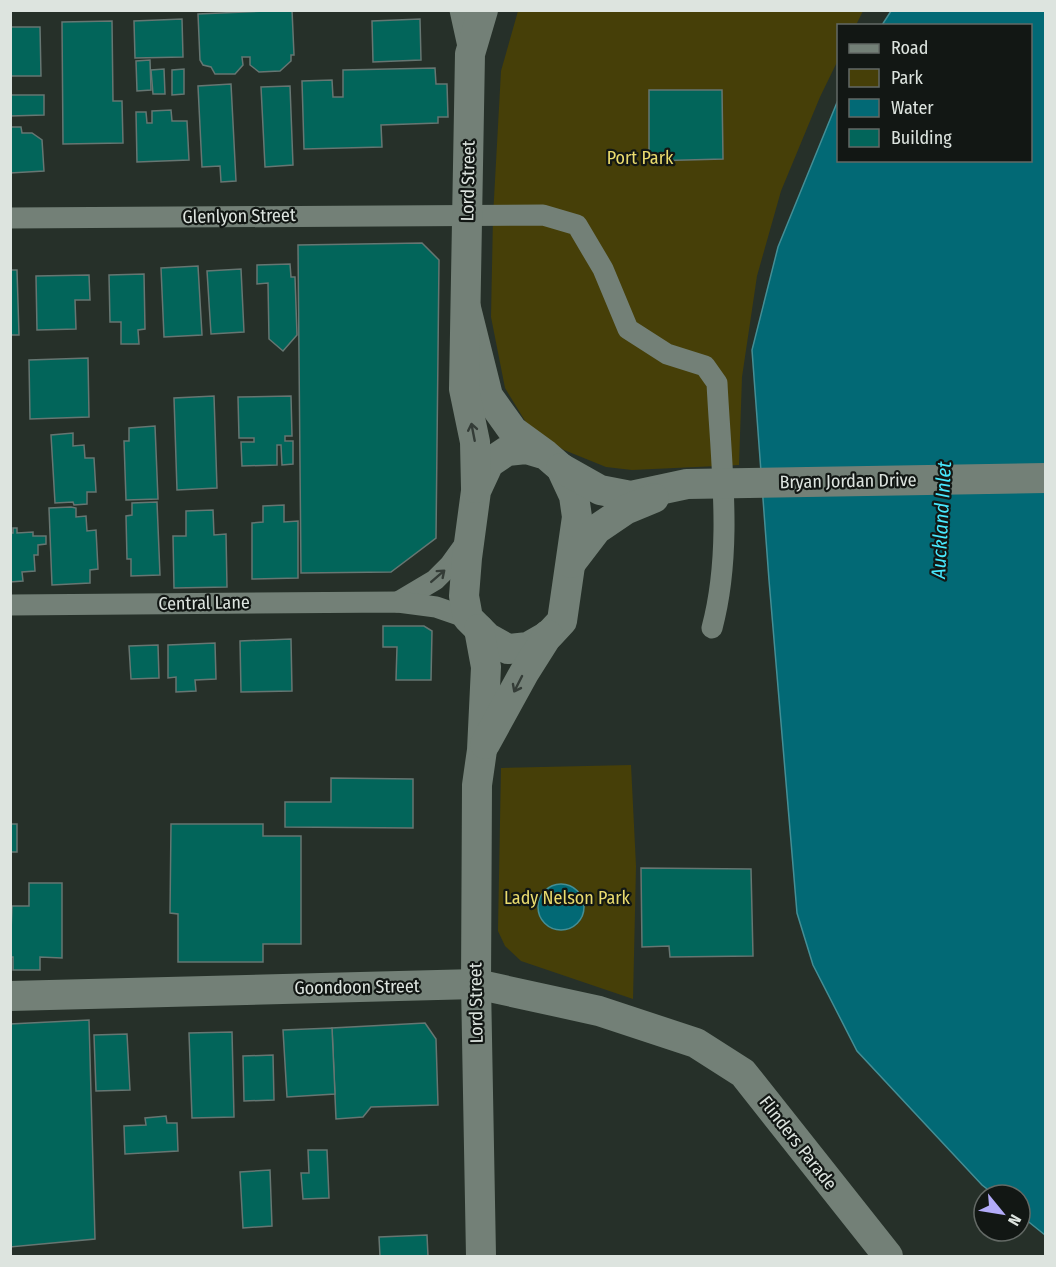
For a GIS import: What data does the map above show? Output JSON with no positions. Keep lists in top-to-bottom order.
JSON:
{
  "streets": {
    "main road": [
      "Lord Street",
      "Bryan Jordan Drive",
      "Goondoon Street",
      "Flinders Parade"
    ],
    "street": ["Glenlyon Street", "Central Lane"]
  },
  "crossings": [
    ["Lord Street", "Glenlyon Street"],
    ["Lord Street", "Bryan Jordan Drive"],
    ["Lord Street", "Central Lane"],
    ["Lord Street", "Goondoon Street"],
    ["Goondoon Street", "Flinders Parade"]
  ],
  "water": ["Auckland Inlet"],
  "parks": ["Port Park", "Lady Nelson Park"],
  "legend": [
    "Road",
    "Park",
    "Water",
    "Building"
  ],
  "north": "bottom right"
}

-------

• **Description of the task**:
Set the records down again precisely, skipping every image.

• **Answer space**:
For a GIS import: What data does the map above show? Output JSON with no positions. Keep lists in top-to-bottom order.
JSON:
{
  "streets": {
    "main road": [
      "Lord Street",
      "Bryan Jordan Drive",
      "Goondoon Street",
      "Flinders Parade"
    ],
    "street": ["Glenlyon Street", "Central Lane"]
  },
  "crossings": [
    ["Lord Street", "Glenlyon Street"],
    ["Lord Street", "Bryan Jordan Drive"],
    ["Lord Street", "Central Lane"],
    ["Lord Street", "Goondoon Street"],
    ["Goondoon Street", "Flinders Parade"]
  ],
  "water": ["Auckland Inlet"],
  "parks": ["Port Park", "Lady Nelson Park"],
  "legend": [
    "Road",
    "Park",
    "Water",
    "Building"
  ],
  "north": "bottom right"
}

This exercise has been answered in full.